* _DATA PROVIDED_:
*** Block opens ***

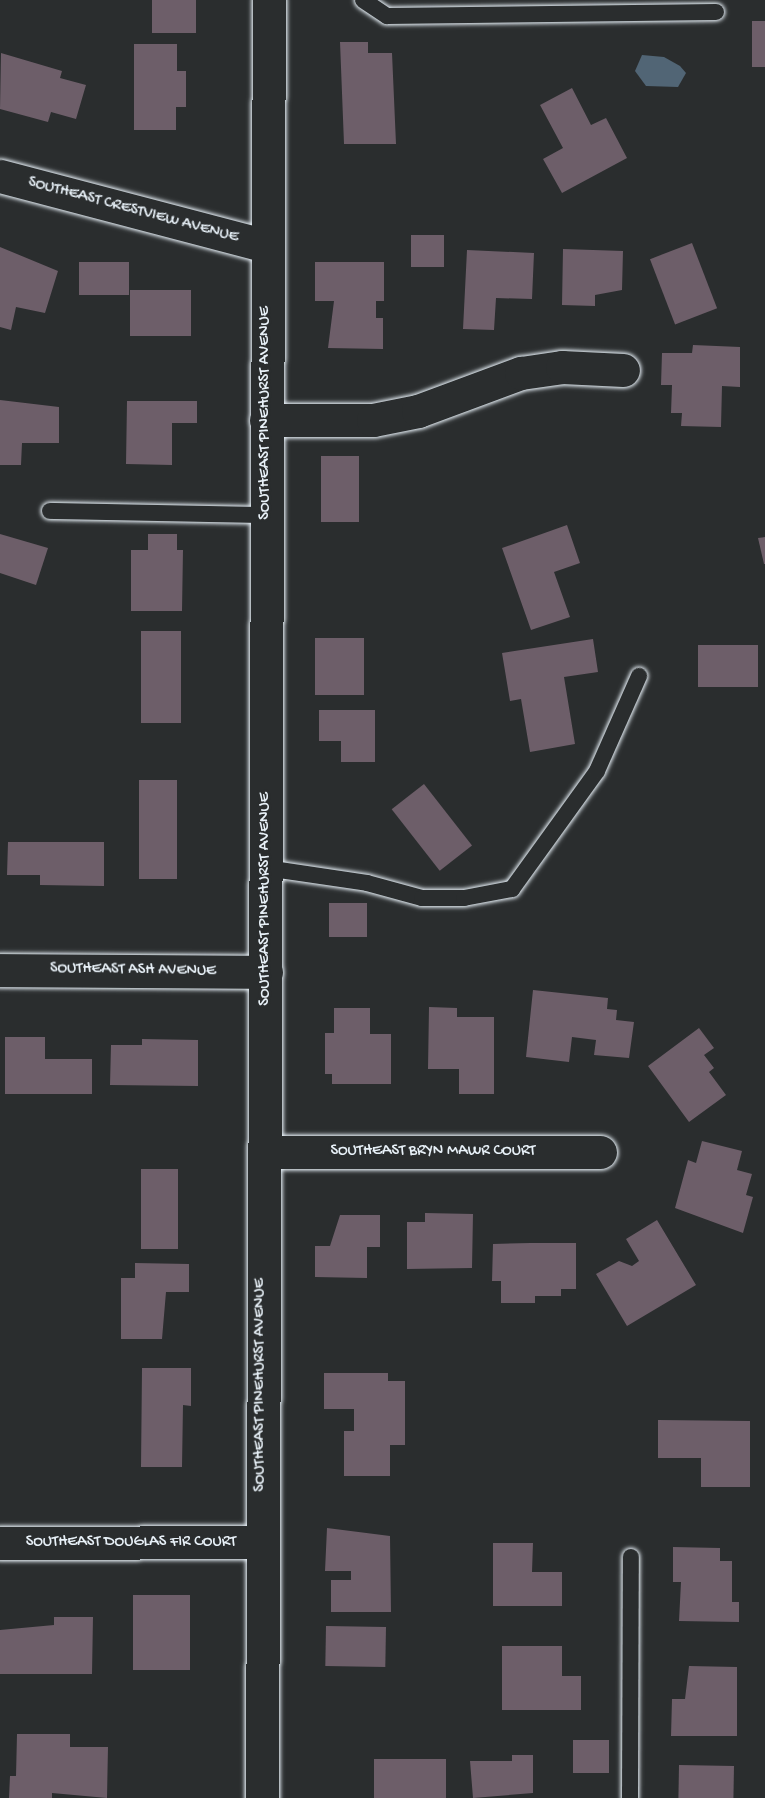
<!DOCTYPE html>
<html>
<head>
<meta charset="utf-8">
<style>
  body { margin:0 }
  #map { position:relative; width:765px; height:1798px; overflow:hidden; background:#2a2d2e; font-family:"Gochi Hand",sans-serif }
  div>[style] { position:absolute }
  .water>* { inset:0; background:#516575 }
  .building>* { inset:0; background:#6d5e69; transform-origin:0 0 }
  .roads { filter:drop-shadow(0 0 2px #e8f1f8) drop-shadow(0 0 2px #e8f1f8) }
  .lane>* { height:16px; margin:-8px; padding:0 8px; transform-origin:8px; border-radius:8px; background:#2a2d2e }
  .street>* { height:33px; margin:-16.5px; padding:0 16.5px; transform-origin:16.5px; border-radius:16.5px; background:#2a2d2e }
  span { translate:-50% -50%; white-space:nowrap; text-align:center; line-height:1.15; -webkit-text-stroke:5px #2a2d2e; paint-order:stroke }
  .street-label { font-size:16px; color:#e8f1f8 }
</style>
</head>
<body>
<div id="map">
  <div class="water">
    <i style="clip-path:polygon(642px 55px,664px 57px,680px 66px,686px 73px,678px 87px,646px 86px,635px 71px)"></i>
  </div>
  <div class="building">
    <i style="left:152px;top:0;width:44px;height:33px"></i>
    <i style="left:752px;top:21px;width:13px;height:46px"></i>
    <i style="clip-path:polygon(340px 42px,368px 42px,368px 53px,392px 53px,396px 144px,344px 144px)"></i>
    <i style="clip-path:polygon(134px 44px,177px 44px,177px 71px,186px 71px,186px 107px,176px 107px,176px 130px,134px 130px)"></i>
    <i style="clip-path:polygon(1px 53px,62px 71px,60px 78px,86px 85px,76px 119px,51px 112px,48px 122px,0 109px)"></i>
    <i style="clip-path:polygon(572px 88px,591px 125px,606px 118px,627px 158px,562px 193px,543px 159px,563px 148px,540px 105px)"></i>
    <i style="left:411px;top:235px;width:33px;height:32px"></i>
    <i style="left:692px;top:243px;width:70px;height:45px;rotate:69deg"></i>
    <i style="clip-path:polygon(0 247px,58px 271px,45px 313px,16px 307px,11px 330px,0 327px)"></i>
    <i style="clip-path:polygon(563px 249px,623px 251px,622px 290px,595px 295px,595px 306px,562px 305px)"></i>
    <i style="clip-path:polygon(467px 250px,534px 253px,532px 299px,496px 298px,494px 330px,463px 329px)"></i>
    <i style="left:79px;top:262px;width:50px;height:33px"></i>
    <i style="clip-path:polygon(315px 262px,384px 262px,384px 301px,376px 301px,376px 318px,383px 318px,383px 349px,328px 348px,334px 301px,315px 301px)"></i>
    <i style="left:130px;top:290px;width:61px;height:46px"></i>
    <i style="clip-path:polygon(693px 345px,740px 347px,740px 387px,722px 386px,721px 427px,681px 426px,682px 413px,671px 413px,672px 385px,661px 385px,662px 353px,692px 353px)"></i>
    <i style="clip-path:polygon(0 400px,59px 407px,59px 443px,22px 443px,21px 465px,0 465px)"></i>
    <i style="clip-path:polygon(127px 401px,197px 401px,197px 423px,172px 423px,172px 465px,126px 464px)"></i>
    <i style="left:321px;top:456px;width:38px;height:66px"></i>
    <i style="clip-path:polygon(567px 525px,580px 563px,554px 572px,570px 617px,531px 630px,502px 548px)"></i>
    <i style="clip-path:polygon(0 534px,48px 548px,36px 585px,0 573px)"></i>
    <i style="clip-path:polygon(148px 534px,177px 534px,177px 550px,183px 550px,182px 611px,131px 611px,131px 550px,148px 550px)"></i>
    <i style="clip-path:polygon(765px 537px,765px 564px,764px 564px,758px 538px)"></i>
    <i style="left:141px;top:631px;width:40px;height:92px"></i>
    <i style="left:315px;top:638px;width:49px;height:57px"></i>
    <i style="clip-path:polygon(593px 639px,598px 672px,564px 677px,575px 744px,530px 752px,521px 699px,510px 701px,502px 653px)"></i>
    <i style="left:698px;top:645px;width:60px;height:42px"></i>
    <i style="clip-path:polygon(319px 710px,375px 710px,375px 762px,341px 762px,341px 741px,319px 741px)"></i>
    <i style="left:139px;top:780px;width:38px;height:99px"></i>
    <i style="left:424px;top:784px;width:78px;height:41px;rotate:52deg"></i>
    <i style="clip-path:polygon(8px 842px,104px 842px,104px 886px,40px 885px,40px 875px,7px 875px)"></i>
    <i style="left:329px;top:903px;width:38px;height:34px"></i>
    <i style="clip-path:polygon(533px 990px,608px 998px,607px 1009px,617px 1010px,616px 1020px,634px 1022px,629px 1058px,594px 1055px,596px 1040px,572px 1037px,569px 1062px,526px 1057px)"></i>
    <i style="clip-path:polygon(429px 1007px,457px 1008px,457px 1017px,494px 1017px,494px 1094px,459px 1094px,459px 1069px,428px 1069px)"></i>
    <i style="clip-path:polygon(334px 1008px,370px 1008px,370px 1034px,391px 1034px,391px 1084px,332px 1084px,332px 1074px,325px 1074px,325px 1033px,334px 1033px)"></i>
    <i style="clip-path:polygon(699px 1028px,714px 1048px,704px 1055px,714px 1068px,709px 1072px,726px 1095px,689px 1122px,648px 1066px)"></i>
    <i style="clip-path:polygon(5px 1037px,45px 1037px,45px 1059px,92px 1059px,92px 1094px,5px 1094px)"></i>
    <i style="clip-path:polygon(142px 1039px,198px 1040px,198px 1086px,110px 1085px,111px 1045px,142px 1045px)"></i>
    <i style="clip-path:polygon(702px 1141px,742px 1151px,737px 1170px,752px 1174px,746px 1195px,753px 1197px,743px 1233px,675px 1208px,688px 1160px,696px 1163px)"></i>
    <i style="left:141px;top:1169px;width:37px;height:80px"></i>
    <i style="clip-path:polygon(425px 1213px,473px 1214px,472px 1268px,407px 1269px,407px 1222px,425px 1222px)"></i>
    <i style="clip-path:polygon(340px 1215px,380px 1215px,380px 1247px,367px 1247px,367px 1278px,315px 1277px,315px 1246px,330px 1246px)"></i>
    <i style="clip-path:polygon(657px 1220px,696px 1285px,627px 1326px,596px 1274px,619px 1261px,632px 1266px,639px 1261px,626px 1239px)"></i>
    <i style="clip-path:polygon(531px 1243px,576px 1243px,576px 1289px,561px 1289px,561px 1296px,535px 1296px,535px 1303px,501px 1303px,501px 1281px,492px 1281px,493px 1244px)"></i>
    <i style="clip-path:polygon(135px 1263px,189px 1264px,189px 1292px,166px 1292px,162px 1339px,121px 1339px,121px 1278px,135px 1278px)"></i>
    <i style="clip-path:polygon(142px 1368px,191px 1368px,191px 1406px,183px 1405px,182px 1467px,141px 1467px)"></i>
    <i style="clip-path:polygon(324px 1373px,388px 1373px,388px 1381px,405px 1381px,405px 1445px,390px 1445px,390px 1476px,344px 1476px,344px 1431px,354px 1431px,354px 1409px,324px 1409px)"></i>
    <i style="clip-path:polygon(658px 1420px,750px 1421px,750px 1487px,701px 1487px,701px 1458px,658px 1458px)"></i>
    <i style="clip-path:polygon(327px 1528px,390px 1536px,391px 1612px,331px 1612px,331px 1580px,351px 1580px,351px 1571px,325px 1571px)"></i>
    <i style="clip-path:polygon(493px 1543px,533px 1543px,532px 1572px,562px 1572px,562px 1606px,493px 1606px)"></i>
    <i style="clip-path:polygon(673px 1547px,720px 1548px,720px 1561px,732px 1561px,732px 1602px,739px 1602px,739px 1622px,679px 1621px,681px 1582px,673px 1582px)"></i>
    <i style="left:133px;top:1595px;width:57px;height:75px"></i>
    <i style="clip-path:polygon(54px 1617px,93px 1617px,92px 1674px,0 1674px,0 1630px,54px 1625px)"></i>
    <i style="left:326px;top:1626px;width:60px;height:40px;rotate:1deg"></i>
    <i style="clip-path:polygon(502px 1646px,562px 1646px,562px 1676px,581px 1676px,581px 1710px,502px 1710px)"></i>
    <i style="clip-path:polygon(689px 1666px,737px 1667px,737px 1736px,671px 1736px,672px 1699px,685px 1699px)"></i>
    <i style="clip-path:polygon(17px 1734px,70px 1734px,70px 1747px,108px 1747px,107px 1798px,52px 1793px,52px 1798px,9px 1798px,10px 1776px,16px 1776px)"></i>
    <i style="left:573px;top:1740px;width:36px;height:33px"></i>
    <i style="clip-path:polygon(512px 1755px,533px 1755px,533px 1793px,473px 1798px,470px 1761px,512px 1761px)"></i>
    <i style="left:374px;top:1759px;width:72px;height:39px"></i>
    <i style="left:679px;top:1765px;width:55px;height:33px;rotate:1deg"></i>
  </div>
  <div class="roads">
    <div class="lane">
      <i style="left:363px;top:0;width:29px;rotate:34deg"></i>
      <i style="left:387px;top:16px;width:329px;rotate:-0.7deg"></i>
      <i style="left:50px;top:511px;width:215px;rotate:1.1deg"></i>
      <i style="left:266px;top:868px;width:102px;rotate:8.4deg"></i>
      <i style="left:367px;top:883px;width:57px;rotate:15.3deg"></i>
      <i style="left:422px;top:898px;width:42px"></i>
      <i style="left:464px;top:898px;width:49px;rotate:-10.6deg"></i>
      <i style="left:512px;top:889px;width:145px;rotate:-54.2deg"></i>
      <i style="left:597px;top:771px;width:104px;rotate:-66.1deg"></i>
      <i style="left:630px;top:1798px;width:241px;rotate:-89.8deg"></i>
    </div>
    <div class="street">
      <i style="left:0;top:176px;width:276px;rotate:14.7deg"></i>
      <i style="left:266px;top:420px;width:107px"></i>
      <i style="left:373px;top:420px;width:46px;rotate:-11.3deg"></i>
      <i style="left:418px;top:411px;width:110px;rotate:-20.3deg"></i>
      <i style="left:521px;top:373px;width:41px;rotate:-8.3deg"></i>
      <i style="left:562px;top:367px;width:61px;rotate:2.8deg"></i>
      <i style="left:0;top:970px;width:266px;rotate:0.4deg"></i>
      <i style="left:266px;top:1152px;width:334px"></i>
      <i style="left:0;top:1543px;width:262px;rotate:-0.2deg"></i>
      <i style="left:262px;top:1798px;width:1798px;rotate:-89.78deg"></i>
    </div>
  </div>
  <div class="street-label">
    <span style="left:133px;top:211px;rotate:15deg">SOUTHEAST CRESTVIEW AVENUE</span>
    <span style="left:266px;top:413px;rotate:-90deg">SOUTHEAST PINEHURST AVENUE</span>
    <span style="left:266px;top:899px;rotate:-90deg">SOUTHEAST PINEHURST AVENUE</span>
    <span style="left:133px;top:971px;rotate:1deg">SOUTHEAST ASH AVENUE</span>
    <span style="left:433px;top:1152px">SOUTHEAST BRYN MAWR COURT</span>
    <span style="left:261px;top:1385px;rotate:-90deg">SOUTHEAST PINEHURST AVENUE</span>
    <span style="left:131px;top:1543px">SOUTHEAST DOUGLAS FIR COURT</span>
  </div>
</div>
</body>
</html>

*** Block closes ***

* _WORK TO COMPLETE_: Leaving every picture out, write out exactly the lines from the beginning of the listing above to the line with "filter:drop-shadow(0 0 2px", inclusive.

* _FINISHED TASK_:
<!DOCTYPE html>
<html>
<head>
<meta charset="utf-8">
<style>
  body { margin:0 }
  #map { position:relative; width:765px; height:1798px; overflow:hidden; background:#2a2d2e; font-family:"Gochi Hand",sans-serif }
  div>[style] { position:absolute }
  .water>* { inset:0; background:#516575 }
  .building>* { inset:0; background:#6d5e69; transform-origin:0 0 }
  .roads { filter:drop-shadow(0 0 2px #e8f1f8) drop-shadow(0 0 2px #e8f1f8) }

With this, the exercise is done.